(DATA FOR THIS EXERCISE):
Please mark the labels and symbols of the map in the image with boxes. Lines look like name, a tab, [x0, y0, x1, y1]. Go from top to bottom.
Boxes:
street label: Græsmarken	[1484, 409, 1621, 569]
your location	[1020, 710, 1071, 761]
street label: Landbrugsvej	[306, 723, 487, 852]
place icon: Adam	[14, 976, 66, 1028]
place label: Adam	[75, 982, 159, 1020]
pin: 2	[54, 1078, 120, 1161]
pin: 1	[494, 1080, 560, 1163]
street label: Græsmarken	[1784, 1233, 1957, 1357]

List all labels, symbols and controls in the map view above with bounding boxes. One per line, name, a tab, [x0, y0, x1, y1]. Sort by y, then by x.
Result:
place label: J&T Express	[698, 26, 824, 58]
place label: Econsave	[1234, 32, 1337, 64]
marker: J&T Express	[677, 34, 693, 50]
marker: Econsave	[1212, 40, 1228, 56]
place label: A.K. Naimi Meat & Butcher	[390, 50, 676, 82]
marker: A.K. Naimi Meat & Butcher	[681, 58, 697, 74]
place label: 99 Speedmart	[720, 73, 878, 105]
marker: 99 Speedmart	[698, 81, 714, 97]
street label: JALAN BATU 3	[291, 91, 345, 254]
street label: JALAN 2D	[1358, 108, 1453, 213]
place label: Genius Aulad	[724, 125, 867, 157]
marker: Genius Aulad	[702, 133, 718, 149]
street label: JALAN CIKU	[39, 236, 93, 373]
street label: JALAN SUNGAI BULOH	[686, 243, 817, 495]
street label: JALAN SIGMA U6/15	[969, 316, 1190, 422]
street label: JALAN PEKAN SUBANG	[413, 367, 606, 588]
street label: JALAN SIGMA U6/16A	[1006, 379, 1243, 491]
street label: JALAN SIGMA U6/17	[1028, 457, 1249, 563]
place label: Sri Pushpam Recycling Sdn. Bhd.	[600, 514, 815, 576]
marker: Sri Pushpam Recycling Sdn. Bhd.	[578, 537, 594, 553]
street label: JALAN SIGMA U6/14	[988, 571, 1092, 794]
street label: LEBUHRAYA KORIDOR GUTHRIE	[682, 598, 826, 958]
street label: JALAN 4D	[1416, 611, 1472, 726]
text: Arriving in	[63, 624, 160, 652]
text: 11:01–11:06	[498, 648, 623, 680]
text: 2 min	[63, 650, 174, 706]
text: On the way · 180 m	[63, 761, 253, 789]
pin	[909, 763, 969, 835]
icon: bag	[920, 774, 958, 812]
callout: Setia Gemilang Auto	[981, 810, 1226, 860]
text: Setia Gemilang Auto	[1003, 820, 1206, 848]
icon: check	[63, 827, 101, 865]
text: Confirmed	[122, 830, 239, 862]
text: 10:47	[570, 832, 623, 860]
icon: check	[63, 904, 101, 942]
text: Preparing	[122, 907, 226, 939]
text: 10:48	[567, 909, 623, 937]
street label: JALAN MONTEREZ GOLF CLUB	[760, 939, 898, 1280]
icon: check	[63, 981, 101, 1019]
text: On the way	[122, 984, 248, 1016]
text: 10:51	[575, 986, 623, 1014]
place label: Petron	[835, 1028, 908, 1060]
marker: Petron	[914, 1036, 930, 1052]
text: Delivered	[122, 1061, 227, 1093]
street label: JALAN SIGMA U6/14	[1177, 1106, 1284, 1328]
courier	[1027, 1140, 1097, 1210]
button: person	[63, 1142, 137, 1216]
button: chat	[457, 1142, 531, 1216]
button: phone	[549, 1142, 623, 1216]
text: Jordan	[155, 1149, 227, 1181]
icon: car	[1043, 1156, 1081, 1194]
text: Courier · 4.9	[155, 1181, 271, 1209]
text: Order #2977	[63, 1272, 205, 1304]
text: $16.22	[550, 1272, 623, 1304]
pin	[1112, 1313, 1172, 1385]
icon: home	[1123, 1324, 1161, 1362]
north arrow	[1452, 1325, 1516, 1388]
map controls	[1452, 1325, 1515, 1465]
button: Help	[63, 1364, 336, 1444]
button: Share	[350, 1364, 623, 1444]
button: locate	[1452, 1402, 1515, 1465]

(WHAT YOU SHOULD DO): Print the material exactly as written, omitting nothing.

(OUTPUT FOR THIS TASK):
Please mark the labels and symbols of the map in the image with boxes. Lines look like name, a tab, [x0, y0, x1, y1]. Go from top to bottom.
Boxes:
street label: Græsmarken	[1484, 409, 1621, 569]
your location	[1020, 710, 1071, 761]
street label: Landbrugsvej	[306, 723, 487, 852]
place icon: Adam	[14, 976, 66, 1028]
place label: Adam	[75, 982, 159, 1020]
pin: 2	[54, 1078, 120, 1161]
pin: 1	[494, 1080, 560, 1163]
street label: Græsmarken	[1784, 1233, 1957, 1357]

List all labels, symbols and controls in the map view above with bounding boxes. One per line, name, a tab, [x0, y0, x1, y1]. Sort by y, then by x.
Result:
place label: J&T Express	[698, 26, 824, 58]
place label: Econsave	[1234, 32, 1337, 64]
marker: J&T Express	[677, 34, 693, 50]
marker: Econsave	[1212, 40, 1228, 56]
place label: A.K. Naimi Meat & Butcher	[390, 50, 676, 82]
marker: A.K. Naimi Meat & Butcher	[681, 58, 697, 74]
place label: 99 Speedmart	[720, 73, 878, 105]
marker: 99 Speedmart	[698, 81, 714, 97]
street label: JALAN BATU 3	[291, 91, 345, 254]
street label: JALAN 2D	[1358, 108, 1453, 213]
place label: Genius Aulad	[724, 125, 867, 157]
marker: Genius Aulad	[702, 133, 718, 149]
street label: JALAN CIKU	[39, 236, 93, 373]
street label: JALAN SUNGAI BULOH	[686, 243, 817, 495]
street label: JALAN SIGMA U6/15	[969, 316, 1190, 422]
street label: JALAN PEKAN SUBANG	[413, 367, 606, 588]
street label: JALAN SIGMA U6/16A	[1006, 379, 1243, 491]
street label: JALAN SIGMA U6/17	[1028, 457, 1249, 563]
place label: Sri Pushpam Recycling Sdn. Bhd.	[600, 514, 815, 576]
marker: Sri Pushpam Recycling Sdn. Bhd.	[578, 537, 594, 553]
street label: JALAN SIGMA U6/14	[988, 571, 1092, 794]
street label: LEBUHRAYA KORIDOR GUTHRIE	[682, 598, 826, 958]
street label: JALAN 4D	[1416, 611, 1472, 726]
text: Arriving in	[63, 624, 160, 652]
text: 11:01–11:06	[498, 648, 623, 680]
text: 2 min	[63, 650, 174, 706]
text: On the way · 180 m	[63, 761, 253, 789]
pin	[909, 763, 969, 835]
icon: bag	[920, 774, 958, 812]
callout: Setia Gemilang Auto	[981, 810, 1226, 860]
text: Setia Gemilang Auto	[1003, 820, 1206, 848]
icon: check	[63, 827, 101, 865]
text: Confirmed	[122, 830, 239, 862]
text: 10:47	[570, 832, 623, 860]
icon: check	[63, 904, 101, 942]
text: Preparing	[122, 907, 226, 939]
text: 10:48	[567, 909, 623, 937]
street label: JALAN MONTEREZ GOLF CLUB	[760, 939, 898, 1280]
icon: check	[63, 981, 101, 1019]
text: On the way	[122, 984, 248, 1016]
text: 10:51	[575, 986, 623, 1014]
place label: Petron	[835, 1028, 908, 1060]
marker: Petron	[914, 1036, 930, 1052]
text: Delivered	[122, 1061, 227, 1093]
street label: JALAN SIGMA U6/14	[1177, 1106, 1284, 1328]
courier	[1027, 1140, 1097, 1210]
button: person	[63, 1142, 137, 1216]
button: chat	[457, 1142, 531, 1216]
button: phone	[549, 1142, 623, 1216]
text: Jordan	[155, 1149, 227, 1181]
icon: car	[1043, 1156, 1081, 1194]
text: Courier · 4.9	[155, 1181, 271, 1209]
text: Order #2977	[63, 1272, 205, 1304]
text: $16.22	[550, 1272, 623, 1304]
pin	[1112, 1313, 1172, 1385]
icon: home	[1123, 1324, 1161, 1362]
north arrow	[1452, 1325, 1516, 1388]
map controls	[1452, 1325, 1515, 1465]
button: Help	[63, 1364, 336, 1444]
button: Share	[350, 1364, 623, 1444]
button: locate	[1452, 1402, 1515, 1465]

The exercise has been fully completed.